Originally released in 1999 (sufficiently close to the Japanese release of Pokémon Trading Card Game to allay any concrete accusations of style-biting), it's a card-battling RPG par excellence, with incredibly simple mechanics making the game — yes! — extremely easy to get into, but with depth enough to make it a long-term commitment to attain mastery.
Indeed, it's not dissimilar to the perennial Magic: The Gathering, with each side allowed to place a maximum of three Character Cards, drawn one at a time. Cards will attack each other first, then the "player" behind them (you, or your opponent). For example, say you played Terry Bogard against your opponent, who played R. Mika. That face off would see your 1000 BP Terry remove the 200 BP R. Mika from play, but her 200 BP would be subtracted from that thousand leaving Terry with 800 BP, which would then be subtracted from your opponent's overall health. Once said health hits zero, you win, so it's all about keeping the pressure on.
If it were just this Top Trumps stuff, then of course it would be too simple, so wrinkles are introduced with certain cards packing special abilities that can activate on play, during your turn or after playing another card. It's also possible to combine ("Unite") related Character Cards to really press the attack at the potential disadvantage of leaving you open to a counter.

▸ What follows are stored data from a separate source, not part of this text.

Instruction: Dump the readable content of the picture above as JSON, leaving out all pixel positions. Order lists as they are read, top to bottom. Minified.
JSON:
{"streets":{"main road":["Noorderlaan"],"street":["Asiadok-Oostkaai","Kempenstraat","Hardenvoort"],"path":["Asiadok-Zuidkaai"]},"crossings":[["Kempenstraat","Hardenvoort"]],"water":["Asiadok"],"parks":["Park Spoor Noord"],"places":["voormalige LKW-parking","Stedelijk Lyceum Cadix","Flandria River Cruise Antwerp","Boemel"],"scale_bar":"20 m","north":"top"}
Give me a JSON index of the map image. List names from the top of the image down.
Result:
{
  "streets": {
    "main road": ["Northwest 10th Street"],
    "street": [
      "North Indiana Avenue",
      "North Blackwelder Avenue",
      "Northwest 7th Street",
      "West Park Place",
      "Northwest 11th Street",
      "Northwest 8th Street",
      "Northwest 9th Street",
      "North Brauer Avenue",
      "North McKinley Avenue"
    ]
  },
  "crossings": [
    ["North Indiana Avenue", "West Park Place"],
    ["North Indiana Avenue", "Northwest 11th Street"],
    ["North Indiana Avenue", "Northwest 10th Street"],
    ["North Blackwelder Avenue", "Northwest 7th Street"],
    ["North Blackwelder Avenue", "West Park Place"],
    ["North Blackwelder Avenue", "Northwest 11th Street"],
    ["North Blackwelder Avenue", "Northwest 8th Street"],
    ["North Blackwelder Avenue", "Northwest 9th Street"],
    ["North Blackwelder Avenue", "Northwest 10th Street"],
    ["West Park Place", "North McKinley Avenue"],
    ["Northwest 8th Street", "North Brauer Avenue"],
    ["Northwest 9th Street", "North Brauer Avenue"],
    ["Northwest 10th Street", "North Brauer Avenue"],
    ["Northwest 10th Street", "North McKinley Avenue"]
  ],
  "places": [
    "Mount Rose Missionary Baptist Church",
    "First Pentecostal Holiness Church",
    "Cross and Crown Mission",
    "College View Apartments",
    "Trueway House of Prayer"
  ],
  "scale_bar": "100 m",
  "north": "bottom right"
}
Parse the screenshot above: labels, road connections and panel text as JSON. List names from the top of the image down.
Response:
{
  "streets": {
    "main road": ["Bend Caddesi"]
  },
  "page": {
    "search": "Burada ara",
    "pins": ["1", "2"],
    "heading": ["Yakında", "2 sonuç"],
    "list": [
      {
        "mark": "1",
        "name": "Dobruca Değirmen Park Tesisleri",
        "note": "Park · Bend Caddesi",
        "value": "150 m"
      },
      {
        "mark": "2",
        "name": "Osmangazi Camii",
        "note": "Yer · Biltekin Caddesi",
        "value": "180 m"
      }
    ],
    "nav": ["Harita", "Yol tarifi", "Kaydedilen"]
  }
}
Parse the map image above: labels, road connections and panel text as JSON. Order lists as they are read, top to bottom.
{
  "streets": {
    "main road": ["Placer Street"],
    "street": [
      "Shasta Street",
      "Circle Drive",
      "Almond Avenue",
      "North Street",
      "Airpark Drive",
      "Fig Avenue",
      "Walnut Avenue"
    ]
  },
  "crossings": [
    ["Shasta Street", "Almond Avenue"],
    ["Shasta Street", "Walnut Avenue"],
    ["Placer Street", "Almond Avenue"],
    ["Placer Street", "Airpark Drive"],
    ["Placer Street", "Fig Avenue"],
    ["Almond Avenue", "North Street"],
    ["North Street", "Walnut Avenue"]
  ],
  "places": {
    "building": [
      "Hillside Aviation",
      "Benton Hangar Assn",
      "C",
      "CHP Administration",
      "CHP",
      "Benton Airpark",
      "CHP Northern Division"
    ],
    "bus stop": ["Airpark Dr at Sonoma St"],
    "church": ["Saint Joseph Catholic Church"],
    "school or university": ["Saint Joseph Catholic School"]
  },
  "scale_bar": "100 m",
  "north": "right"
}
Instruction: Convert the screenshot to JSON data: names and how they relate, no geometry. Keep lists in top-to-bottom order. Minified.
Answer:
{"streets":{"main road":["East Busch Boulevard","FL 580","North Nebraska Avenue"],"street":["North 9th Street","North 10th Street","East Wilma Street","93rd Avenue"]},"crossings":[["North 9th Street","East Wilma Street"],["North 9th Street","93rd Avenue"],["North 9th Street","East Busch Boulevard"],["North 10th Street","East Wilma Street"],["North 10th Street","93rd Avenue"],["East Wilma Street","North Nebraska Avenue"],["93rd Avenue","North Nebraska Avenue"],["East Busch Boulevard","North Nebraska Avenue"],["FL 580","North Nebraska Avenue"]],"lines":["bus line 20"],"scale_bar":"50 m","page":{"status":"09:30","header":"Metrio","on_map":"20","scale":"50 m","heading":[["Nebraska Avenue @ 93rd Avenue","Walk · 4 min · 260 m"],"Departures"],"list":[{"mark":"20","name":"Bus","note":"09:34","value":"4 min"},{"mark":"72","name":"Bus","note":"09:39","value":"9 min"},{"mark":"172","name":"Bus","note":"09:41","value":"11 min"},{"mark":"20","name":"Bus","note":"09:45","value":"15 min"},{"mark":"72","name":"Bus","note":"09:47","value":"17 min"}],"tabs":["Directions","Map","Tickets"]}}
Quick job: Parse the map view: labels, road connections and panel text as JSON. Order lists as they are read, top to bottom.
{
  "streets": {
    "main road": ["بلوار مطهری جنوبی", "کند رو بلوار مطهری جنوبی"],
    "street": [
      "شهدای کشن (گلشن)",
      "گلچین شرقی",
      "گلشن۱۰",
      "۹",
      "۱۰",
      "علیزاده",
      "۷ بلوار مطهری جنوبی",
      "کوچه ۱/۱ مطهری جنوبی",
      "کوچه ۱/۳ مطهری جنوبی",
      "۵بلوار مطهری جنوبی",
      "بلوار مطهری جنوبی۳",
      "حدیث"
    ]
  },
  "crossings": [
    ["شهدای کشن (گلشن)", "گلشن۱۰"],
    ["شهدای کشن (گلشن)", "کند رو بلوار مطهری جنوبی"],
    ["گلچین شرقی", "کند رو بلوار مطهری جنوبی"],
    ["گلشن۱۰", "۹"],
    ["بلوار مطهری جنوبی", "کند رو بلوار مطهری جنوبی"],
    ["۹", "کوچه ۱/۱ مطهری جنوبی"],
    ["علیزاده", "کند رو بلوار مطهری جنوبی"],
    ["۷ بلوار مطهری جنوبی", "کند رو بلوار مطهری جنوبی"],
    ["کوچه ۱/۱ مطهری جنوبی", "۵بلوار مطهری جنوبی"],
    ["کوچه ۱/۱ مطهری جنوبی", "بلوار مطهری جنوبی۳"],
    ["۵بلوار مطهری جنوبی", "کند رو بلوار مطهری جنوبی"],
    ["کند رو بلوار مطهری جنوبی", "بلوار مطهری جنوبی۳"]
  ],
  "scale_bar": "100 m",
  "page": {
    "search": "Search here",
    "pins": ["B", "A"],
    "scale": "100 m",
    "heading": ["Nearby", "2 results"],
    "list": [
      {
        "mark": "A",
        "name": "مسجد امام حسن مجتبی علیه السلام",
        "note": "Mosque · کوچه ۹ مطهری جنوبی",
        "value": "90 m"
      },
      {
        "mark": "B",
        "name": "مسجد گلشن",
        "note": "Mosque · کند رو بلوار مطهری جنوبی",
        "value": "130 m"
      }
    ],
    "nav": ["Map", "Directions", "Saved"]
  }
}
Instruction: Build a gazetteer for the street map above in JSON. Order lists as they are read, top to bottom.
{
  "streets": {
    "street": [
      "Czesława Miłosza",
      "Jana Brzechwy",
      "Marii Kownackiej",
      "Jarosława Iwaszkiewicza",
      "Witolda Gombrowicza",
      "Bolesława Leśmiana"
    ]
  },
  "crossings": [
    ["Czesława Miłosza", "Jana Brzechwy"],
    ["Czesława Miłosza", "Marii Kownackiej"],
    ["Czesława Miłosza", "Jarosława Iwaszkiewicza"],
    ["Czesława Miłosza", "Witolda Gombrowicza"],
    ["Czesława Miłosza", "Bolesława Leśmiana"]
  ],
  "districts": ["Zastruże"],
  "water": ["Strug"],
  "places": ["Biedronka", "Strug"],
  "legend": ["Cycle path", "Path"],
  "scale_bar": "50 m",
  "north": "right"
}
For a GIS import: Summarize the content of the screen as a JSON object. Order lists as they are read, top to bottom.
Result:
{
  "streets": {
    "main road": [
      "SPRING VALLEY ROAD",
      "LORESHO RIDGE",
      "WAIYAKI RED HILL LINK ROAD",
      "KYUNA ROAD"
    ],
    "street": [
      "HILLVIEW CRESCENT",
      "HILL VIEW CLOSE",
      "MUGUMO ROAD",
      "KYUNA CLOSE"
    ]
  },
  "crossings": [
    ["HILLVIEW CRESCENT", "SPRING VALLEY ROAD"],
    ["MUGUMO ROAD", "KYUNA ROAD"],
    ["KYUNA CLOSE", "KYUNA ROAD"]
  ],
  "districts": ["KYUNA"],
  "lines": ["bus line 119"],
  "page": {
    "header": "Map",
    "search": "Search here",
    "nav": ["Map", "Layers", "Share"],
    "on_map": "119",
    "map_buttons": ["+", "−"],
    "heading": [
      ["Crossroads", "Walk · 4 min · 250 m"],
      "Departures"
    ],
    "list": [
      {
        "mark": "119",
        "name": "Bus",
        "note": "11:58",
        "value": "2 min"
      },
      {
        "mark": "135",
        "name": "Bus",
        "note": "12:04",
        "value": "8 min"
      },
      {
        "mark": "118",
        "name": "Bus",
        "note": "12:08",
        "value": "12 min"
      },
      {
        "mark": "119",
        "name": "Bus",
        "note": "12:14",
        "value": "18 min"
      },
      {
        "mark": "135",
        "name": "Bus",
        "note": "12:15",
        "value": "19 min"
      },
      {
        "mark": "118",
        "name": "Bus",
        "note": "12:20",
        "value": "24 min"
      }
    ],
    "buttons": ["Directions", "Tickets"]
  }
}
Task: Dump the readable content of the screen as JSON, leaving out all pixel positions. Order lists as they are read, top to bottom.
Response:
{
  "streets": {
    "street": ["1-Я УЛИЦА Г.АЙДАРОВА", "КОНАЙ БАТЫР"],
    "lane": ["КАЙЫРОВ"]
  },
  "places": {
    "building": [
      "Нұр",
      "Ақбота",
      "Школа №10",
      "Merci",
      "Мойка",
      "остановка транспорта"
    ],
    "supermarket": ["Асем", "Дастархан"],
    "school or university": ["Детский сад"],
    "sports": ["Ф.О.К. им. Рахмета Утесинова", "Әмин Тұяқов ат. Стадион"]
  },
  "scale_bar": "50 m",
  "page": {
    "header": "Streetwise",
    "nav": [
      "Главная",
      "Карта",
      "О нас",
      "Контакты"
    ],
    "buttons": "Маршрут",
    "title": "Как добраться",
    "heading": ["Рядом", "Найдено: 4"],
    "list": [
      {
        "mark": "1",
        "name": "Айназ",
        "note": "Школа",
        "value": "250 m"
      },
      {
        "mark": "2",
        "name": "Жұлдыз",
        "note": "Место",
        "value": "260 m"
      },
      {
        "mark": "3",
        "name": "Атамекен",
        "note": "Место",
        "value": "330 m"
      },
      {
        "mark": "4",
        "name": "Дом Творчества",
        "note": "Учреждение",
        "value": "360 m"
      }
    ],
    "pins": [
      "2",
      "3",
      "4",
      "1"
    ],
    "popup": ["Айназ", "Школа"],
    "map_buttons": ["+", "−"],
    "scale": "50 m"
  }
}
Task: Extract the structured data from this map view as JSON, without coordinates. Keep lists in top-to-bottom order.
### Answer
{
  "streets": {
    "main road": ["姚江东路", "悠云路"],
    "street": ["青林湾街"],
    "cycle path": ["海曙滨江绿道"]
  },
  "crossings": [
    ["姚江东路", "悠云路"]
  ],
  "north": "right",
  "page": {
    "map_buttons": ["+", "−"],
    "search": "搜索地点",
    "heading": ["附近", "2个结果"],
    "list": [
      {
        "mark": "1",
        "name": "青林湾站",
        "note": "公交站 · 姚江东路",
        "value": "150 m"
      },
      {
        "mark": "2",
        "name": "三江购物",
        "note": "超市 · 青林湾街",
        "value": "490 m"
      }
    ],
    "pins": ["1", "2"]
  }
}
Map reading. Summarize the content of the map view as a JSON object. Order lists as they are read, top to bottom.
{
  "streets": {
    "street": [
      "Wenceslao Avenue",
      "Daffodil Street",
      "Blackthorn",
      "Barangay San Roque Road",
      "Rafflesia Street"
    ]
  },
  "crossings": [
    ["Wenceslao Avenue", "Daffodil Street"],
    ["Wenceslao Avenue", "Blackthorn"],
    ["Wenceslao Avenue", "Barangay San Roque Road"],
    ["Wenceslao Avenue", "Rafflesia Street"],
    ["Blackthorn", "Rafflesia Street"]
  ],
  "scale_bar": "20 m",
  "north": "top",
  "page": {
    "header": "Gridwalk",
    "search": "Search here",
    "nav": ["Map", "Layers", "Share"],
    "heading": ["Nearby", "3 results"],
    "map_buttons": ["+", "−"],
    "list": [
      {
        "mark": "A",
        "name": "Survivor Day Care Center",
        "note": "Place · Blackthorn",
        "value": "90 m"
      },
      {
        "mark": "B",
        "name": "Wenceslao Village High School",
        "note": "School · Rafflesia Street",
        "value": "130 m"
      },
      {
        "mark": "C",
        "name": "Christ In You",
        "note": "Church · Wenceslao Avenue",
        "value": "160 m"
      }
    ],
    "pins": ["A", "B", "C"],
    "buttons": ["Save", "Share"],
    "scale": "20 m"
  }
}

Additionally, drawing and playing a Character Card from your hand grants you SP, which can then be spent to use Action Cards that will help you turn the tide. Think of Trainer Cards from Pokémon TCG, or — er, Community Chest. It's in judicious spending of your limited SP, clever application of your different Character Cards' various abilities and BP scores, and a strong line of defence from which a thoroughly enjoyable, profoundly tactical and incredibly addictive game emerges. The only downside is that games can sometimes drag on a little due to the extensive countering, and sometimes, if you don't manage to get a decent foothold (so to speak) on the match, it'll be a frustrating, losing battle of attrition.
Of course, it helps if you're a fan of SNK and/or Capcom — with 300 cards to collect, each brilliantly illustrated with classic super-deformed manga art that's rich with character and colour, while also communicating everything you need to know as concisely as possible. It's all rather marvellous looking, actually, with clean visuals and superb conveyance. All the information you'll want is always available. Picking cards, modifying decks and simply moving around the map are all intuitive and enjoyable.
Ah yes, the map. The RPG side of this card RPG is, again, simple — and familiar as heck to Pokémon fans — but it's packed with slightly wonky Neo Geo charm. The translation is exuberant and a bit strange, but in a way that's thoroughly nostalgic and quite charming. Travelling to the various Capcom and SNK themed areas, challenging other players to card battles and winning boosters... it's simultaneously chilled out and compulsive as you build your deck up with fan-favourite SNK and Capcom heroes and villains.
A brilliant game, then, but we should also talk about the port. Originally, there were two versions of this game — Capcom and SNK, natch — and here, you're able to play either. Even better, though, you can trade cards between the two versions, making collecting all 300 of them far less arduous than it used to be. You can also play versus mode using a single system — each player holds one end of the Switch, which is obviously not ideal but the fact it was included at all is a bit of a testament to how strong the port is. Other Neo Geo Pocket Selection features are here too, of course — rewind, manual, customisable display area.
As good as it ever was and now incredible value, SNK Vs. Capcom: Card Fighters' Clash is still essential. Obviously the card-based gameplay isn't going to appeal to everyone, but at this asking price we'd say it's worth a go even if card games usually turn you off, especially if you dig SNK/Capcom's extensive character rosters. Many, many series are represented here and everything you need to learn to play is available in the scanned manual as well in-game via tutorials. Let it get its hooks into you and you've got a bit of a masterpiece here, and we're absolutely delighted that it's graced the Nintendo Switch with its excellence.